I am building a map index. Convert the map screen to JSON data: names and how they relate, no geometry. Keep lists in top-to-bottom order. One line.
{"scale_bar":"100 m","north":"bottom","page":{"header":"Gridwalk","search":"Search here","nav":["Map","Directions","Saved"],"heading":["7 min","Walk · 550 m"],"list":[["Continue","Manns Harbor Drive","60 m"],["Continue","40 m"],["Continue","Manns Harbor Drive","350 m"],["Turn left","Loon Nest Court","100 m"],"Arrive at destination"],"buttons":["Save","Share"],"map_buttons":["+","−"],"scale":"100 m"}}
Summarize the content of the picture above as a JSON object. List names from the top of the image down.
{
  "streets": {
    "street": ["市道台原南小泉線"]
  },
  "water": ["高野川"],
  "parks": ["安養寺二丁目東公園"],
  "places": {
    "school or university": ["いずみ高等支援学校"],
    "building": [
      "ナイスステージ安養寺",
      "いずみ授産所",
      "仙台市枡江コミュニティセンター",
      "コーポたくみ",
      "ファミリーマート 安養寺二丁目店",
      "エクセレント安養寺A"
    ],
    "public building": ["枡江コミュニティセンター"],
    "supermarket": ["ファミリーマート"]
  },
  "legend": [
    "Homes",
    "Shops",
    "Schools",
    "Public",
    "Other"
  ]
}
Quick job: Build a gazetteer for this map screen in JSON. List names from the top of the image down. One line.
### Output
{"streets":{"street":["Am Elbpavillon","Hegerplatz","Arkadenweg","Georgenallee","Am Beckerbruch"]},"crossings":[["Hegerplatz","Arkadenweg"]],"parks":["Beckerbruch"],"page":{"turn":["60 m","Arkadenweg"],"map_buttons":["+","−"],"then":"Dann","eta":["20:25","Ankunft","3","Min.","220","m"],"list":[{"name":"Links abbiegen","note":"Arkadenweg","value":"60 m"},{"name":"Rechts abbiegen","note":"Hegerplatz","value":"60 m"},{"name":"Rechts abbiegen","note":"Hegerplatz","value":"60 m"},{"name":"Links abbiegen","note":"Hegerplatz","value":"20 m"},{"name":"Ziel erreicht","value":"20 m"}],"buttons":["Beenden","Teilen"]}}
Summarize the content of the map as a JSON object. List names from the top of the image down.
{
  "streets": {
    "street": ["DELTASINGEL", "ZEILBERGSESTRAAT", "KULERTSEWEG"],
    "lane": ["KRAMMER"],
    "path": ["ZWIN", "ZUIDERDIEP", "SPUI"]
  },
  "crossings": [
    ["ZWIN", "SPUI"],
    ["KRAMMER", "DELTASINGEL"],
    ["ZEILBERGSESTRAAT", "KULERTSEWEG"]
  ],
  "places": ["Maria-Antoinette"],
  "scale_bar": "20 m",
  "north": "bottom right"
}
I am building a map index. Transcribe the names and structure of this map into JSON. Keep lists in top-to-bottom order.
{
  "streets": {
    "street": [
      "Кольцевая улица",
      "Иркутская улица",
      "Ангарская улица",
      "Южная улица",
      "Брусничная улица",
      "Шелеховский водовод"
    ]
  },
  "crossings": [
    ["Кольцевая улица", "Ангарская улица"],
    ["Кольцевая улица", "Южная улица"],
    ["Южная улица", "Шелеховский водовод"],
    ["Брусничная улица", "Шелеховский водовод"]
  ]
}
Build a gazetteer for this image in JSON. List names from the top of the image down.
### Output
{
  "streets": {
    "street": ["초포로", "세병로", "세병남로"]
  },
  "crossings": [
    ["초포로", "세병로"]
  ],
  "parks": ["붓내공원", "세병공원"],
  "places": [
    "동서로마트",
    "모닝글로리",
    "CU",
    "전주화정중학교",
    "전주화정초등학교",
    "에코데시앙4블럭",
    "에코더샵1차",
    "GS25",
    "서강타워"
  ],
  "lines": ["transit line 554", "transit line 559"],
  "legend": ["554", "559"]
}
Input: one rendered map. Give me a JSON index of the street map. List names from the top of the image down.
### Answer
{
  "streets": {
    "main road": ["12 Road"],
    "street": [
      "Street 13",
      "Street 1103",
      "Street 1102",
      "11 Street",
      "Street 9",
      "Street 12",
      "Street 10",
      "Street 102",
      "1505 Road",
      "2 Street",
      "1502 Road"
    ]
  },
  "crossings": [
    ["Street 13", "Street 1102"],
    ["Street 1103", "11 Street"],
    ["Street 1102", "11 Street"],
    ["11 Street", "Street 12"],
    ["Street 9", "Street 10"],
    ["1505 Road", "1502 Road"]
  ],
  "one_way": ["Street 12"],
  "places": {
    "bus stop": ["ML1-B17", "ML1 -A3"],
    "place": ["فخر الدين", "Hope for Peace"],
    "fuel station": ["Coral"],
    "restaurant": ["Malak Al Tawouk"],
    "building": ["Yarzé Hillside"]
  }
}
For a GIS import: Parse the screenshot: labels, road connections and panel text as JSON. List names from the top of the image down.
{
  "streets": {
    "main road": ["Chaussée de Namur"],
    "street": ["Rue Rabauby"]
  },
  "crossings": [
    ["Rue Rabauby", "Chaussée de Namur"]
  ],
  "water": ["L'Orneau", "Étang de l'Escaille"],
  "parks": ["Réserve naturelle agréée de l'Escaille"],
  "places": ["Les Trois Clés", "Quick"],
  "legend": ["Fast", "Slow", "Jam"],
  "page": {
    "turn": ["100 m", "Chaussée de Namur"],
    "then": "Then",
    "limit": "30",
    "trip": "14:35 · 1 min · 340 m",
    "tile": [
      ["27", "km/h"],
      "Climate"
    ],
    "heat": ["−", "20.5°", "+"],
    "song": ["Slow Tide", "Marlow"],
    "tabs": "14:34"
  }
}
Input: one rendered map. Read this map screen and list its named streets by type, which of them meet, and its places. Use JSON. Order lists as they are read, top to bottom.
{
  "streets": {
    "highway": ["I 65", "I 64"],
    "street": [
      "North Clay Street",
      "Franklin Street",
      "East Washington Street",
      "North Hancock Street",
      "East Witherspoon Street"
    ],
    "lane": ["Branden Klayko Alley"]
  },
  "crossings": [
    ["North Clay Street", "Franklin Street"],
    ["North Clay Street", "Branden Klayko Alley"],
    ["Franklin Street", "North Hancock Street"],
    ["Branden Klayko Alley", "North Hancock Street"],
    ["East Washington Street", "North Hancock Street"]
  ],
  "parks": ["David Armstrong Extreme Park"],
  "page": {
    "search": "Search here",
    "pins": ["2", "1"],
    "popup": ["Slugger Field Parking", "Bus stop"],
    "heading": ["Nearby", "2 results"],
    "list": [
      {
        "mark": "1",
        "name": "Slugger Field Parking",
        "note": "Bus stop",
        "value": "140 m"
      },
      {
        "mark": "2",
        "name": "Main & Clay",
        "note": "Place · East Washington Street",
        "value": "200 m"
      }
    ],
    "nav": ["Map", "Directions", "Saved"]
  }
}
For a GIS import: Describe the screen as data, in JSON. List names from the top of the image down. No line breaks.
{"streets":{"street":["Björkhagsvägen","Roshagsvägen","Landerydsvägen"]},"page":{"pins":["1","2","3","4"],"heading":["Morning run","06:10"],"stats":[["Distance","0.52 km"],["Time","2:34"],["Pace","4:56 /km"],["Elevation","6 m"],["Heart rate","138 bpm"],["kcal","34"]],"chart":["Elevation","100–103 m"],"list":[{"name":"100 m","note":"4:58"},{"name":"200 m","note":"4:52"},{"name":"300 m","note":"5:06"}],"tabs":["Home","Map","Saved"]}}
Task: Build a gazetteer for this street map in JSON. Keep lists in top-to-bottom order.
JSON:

------------------------------------

● **THE TASK**:
Tell me how many lines of the records include the word "gazetteer", replying with the number alone.

● **WRITTEN ANSWER**:
3